Possess a COVID-19 vaccine

The research results laid the foundation for the clinical development plan.

May need to develop a safe and effective vaccine to end Coronavirus disease Pandemic. A team of scientists led by Dr. Dan H. Barouch, an immunologist at Beth Israel Deaconess Medical Center (BIDMC), now reports that the leading candidate COVID-19 vaccine developed by BIDMC in collaboration with Johnson & Johnson has improved neutralizing antibodies and gained potency Protection of non-human primates (NHPs) against SARS-CoV-2, It is the virus that causes COVID-19. This research is based on the team’s previous results and published in the journal nature.

And H Barouch, BIDMC

Dan H. Barouch, MD, Director of the BIDMC Virology and Vaccine Research Center.
Image source: Beth Israel Deaconess Medical Center

Barouch, director of the BIDMC Virology and Vaccine Research Center, said: “This vaccine can lead to strong protection against SARS-CoV-2 in rhesus monkeys and is currently being evaluated in humans.”

The vaccine uses a common cold virus (called adenovirus serotype 26 (Ad26)) to deliver the SARS-CoV-2 spike protein to host cells, thereby stimulating the body to increase the immune response to the coronavirus. Since Chinese scientists released the SARS-CoV-2 genome in January this year, Barouch has been working on developing a COVID-19 vaccine. Barouch’s team worked with Johnson & Johnson to develop a series of candidate vaccines designed to express different variants of the SARS-CoV-2 spike protein, which is the main target of neutralizing antibodies.

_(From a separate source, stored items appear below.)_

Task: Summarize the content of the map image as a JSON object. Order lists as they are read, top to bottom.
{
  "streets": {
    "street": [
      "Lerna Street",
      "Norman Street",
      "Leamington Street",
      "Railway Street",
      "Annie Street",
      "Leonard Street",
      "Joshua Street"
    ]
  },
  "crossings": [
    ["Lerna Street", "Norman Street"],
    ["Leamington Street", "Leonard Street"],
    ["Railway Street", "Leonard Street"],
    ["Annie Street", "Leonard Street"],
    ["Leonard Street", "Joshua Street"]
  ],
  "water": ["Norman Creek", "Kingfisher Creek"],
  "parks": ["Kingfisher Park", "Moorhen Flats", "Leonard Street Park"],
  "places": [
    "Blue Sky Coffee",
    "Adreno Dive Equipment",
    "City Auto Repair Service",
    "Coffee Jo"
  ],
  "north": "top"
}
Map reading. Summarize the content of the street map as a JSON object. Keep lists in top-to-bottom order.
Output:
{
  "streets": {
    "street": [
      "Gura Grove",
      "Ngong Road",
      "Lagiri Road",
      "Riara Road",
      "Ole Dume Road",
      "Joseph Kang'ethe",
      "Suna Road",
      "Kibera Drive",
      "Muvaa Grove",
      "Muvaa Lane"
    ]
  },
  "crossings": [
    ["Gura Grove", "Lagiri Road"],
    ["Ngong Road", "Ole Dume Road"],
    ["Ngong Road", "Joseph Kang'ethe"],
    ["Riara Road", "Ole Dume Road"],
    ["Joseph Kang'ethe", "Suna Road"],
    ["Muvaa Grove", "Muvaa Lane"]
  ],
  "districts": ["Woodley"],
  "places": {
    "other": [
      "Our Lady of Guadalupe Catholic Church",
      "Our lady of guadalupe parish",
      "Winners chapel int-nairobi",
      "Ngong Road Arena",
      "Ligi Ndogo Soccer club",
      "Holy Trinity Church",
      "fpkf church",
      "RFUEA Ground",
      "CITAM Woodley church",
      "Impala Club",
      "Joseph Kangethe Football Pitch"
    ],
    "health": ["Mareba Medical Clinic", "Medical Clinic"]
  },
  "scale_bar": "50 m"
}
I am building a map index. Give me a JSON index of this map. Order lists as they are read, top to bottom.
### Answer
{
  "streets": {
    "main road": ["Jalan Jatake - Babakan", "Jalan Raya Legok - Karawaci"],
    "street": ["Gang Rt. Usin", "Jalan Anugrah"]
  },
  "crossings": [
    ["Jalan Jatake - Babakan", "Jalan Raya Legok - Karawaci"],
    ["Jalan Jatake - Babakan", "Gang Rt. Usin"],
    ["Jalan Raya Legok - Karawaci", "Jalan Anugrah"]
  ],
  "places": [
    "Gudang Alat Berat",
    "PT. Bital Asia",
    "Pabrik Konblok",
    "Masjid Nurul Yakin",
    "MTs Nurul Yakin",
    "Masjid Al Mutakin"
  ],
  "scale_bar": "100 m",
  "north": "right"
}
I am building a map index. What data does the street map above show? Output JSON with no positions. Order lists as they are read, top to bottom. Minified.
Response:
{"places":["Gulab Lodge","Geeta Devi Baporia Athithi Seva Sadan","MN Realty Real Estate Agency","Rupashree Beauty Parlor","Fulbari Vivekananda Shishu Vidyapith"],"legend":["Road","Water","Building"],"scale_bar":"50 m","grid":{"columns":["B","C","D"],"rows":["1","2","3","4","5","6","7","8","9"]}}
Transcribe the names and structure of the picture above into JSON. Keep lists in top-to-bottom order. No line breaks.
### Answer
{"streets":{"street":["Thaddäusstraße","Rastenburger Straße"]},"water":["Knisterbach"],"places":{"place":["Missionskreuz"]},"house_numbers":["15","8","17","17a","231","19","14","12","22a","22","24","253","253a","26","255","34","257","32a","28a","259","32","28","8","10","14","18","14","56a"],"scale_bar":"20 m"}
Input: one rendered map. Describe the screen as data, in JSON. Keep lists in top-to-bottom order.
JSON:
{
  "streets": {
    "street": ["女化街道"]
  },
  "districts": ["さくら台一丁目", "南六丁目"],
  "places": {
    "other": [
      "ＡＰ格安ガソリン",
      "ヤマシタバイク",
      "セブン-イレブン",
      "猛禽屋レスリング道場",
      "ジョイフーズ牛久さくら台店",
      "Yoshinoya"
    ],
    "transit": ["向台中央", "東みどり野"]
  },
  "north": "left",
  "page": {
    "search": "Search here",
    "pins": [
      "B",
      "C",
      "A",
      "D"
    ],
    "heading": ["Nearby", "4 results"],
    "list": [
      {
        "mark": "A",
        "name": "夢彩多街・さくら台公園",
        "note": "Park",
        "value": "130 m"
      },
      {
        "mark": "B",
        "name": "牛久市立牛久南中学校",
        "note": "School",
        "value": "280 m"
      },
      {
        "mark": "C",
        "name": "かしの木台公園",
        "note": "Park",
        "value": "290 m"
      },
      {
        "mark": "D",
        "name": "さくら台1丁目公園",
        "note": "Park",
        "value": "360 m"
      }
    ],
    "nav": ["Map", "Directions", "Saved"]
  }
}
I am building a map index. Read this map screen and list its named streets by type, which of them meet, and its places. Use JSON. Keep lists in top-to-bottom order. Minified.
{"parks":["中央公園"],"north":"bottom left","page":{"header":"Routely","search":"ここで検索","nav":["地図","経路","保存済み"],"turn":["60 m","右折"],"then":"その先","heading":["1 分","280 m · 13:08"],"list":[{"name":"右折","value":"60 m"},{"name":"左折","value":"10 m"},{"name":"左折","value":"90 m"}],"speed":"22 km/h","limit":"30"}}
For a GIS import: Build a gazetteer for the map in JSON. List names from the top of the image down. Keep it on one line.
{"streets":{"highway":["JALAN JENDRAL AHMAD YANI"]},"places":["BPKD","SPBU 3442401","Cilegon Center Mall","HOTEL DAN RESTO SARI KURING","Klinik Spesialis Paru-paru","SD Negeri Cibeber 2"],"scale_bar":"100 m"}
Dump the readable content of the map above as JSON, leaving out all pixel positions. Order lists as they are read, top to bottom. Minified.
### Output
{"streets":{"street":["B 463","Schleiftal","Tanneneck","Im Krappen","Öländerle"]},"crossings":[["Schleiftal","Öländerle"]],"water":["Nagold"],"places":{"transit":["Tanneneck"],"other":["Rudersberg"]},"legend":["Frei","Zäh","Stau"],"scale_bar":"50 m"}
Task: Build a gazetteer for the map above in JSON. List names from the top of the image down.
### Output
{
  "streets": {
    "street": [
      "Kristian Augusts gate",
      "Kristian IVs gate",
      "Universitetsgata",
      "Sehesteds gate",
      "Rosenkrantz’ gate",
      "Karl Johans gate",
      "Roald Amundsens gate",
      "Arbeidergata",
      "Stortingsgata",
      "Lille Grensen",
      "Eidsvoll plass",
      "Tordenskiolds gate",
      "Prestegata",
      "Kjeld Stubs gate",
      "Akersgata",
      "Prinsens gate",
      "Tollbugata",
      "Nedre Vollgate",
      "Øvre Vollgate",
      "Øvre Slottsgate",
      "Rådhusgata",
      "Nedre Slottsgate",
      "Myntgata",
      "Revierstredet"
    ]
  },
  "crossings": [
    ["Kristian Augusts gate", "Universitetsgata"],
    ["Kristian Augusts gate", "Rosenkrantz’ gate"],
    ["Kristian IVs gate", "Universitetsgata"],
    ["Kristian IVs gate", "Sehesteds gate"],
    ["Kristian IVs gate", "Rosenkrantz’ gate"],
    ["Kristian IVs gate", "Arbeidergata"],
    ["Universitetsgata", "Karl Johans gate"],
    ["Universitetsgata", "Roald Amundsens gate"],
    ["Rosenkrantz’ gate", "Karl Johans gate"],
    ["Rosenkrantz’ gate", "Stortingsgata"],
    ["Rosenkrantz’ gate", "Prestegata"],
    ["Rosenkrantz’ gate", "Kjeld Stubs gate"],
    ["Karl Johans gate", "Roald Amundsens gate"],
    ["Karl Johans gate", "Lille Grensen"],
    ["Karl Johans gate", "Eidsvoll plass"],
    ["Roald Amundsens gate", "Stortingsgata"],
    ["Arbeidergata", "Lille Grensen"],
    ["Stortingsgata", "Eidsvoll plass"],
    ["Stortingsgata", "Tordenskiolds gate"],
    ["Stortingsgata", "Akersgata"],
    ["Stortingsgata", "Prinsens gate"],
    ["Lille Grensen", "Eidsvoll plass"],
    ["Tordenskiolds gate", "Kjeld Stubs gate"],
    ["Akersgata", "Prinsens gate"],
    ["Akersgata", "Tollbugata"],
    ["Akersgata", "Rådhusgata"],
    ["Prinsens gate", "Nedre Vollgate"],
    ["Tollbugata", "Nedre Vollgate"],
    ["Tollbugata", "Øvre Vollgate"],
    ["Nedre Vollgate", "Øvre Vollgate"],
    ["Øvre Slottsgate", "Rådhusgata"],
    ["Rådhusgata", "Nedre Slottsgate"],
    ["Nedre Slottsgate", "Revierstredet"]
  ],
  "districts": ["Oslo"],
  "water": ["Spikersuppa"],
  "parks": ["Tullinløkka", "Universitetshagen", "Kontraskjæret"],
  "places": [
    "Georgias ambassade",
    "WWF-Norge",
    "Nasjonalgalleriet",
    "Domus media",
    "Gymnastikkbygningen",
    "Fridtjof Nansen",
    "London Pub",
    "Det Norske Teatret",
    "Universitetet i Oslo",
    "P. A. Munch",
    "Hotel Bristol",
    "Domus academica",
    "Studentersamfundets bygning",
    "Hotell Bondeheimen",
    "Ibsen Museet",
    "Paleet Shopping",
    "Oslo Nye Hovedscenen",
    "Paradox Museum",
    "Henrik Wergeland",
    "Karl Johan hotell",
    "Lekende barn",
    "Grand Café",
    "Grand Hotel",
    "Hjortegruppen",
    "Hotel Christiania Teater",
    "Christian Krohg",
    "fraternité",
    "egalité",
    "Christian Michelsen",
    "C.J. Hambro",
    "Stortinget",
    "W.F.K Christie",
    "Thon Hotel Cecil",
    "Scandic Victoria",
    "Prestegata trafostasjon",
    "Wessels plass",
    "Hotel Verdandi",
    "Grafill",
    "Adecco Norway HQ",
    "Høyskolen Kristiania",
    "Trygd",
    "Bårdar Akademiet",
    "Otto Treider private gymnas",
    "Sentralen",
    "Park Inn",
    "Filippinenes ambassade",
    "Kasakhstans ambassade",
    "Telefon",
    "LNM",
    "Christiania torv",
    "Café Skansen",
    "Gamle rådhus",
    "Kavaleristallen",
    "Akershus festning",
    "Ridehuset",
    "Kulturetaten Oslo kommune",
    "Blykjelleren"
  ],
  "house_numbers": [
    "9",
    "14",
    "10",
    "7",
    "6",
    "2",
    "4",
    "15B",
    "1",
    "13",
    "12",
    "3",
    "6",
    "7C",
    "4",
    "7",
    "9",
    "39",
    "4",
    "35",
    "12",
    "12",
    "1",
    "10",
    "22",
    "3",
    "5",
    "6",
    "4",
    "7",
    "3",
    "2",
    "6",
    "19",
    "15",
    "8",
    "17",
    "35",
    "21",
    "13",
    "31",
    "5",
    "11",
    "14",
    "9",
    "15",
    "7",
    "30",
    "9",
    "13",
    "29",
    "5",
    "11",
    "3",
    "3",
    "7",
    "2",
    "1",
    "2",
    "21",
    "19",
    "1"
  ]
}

Barouch and colleagues conducted a study in 52 NHPs, using one of seven different versions of Ad26-based vaccines to immunize 32 adult rhesus monkeys with a single dose, and gave 20 animal sham vaccines as placebo controls . After immunization, all vaccinated animals produced neutralizing antibodies. Six weeks after immunization, all animals were exposed to SARS-CoV-2. All 20 animals that received the fake vaccine were infected and showed high levels of virus in their lungs and nasal swabs. Of the six animals that received the best candidate vaccine Ad26.COV2.S, none showed virus in the lungs, and only one animal showed low levels of virus in nasal swabs.

Moreover, the neutralizing antibody response is associated with protection, indicating that this biomarker will be useful in the clinical development of a COVID-19 vaccine for humans.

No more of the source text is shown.